═════ ENTRIES PROVIDED
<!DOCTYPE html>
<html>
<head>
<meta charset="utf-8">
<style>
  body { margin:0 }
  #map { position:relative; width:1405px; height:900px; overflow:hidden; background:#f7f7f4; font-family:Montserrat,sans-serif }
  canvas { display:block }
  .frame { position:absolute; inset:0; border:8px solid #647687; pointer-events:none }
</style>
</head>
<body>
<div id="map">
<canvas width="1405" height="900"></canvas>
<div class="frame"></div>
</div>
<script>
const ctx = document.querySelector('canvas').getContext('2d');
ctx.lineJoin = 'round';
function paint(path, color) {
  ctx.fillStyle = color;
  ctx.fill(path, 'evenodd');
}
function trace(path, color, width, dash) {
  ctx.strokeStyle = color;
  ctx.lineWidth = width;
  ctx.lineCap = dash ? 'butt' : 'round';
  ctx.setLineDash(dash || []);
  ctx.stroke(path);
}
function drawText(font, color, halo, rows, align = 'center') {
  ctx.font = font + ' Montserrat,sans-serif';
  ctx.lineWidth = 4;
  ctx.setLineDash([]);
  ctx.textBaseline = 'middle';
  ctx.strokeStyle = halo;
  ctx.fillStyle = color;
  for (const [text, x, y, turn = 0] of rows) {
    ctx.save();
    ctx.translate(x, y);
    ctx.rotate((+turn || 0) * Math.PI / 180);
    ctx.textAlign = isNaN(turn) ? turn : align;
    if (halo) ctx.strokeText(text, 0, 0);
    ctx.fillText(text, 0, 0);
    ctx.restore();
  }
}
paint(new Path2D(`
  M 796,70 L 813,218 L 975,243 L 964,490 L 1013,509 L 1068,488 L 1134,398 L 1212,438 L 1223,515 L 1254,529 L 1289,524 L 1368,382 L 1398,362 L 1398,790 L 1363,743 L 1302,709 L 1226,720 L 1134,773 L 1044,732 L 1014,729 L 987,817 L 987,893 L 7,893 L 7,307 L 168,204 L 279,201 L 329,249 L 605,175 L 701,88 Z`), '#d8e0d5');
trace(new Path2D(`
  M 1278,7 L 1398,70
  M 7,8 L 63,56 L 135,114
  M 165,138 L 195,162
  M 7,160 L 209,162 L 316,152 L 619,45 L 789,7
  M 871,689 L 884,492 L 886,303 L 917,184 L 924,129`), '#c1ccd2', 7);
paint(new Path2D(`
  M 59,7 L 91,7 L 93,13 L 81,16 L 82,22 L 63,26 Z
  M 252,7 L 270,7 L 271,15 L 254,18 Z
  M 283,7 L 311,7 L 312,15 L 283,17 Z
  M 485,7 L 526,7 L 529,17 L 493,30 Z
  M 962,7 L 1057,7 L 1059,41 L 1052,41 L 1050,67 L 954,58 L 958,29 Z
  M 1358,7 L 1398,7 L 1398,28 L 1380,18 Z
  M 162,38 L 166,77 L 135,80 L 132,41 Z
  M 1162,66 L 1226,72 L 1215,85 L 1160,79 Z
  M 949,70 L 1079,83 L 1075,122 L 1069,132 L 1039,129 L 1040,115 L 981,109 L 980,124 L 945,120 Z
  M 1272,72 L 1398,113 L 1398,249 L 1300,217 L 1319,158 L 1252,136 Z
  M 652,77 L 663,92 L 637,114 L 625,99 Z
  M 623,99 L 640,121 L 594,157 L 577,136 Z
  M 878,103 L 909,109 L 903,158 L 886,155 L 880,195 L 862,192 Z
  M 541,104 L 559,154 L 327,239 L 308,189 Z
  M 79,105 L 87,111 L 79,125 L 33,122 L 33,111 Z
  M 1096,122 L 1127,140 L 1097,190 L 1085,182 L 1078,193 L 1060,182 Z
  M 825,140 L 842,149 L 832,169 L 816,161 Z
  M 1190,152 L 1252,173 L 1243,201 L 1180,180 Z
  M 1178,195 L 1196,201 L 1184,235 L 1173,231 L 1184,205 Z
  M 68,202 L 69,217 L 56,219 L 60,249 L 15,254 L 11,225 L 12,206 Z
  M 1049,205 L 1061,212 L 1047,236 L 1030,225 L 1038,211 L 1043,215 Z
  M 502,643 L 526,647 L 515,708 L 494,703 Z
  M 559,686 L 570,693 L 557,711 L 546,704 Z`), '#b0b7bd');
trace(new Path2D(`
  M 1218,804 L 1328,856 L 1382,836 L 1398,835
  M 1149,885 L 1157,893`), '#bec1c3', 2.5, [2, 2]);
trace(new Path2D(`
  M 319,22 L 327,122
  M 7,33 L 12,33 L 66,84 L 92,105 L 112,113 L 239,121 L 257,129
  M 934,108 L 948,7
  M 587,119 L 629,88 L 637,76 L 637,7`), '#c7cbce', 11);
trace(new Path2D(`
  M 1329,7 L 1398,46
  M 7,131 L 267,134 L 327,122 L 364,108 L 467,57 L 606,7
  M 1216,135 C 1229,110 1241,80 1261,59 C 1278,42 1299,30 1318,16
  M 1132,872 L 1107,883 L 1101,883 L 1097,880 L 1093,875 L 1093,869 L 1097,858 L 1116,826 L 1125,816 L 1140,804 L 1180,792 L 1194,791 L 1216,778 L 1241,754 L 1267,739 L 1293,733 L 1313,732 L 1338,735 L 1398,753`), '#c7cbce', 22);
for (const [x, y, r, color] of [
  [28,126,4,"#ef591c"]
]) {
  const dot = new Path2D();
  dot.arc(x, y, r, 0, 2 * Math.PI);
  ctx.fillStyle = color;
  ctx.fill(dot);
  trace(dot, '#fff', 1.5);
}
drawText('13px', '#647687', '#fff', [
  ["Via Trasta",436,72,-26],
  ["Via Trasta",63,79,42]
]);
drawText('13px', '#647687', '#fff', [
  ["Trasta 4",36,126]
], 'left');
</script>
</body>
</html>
══════════
** WHAT YOU WILL DO **
Copy out the lines of the data where the string "halo" occurs.

** FINISHED EXERCISE **
function drawText(font, color, halo, rows, align = 'center') {
  ctx.strokeStyle = halo;
    if (halo) ctx.strokeText(text, 0, 0);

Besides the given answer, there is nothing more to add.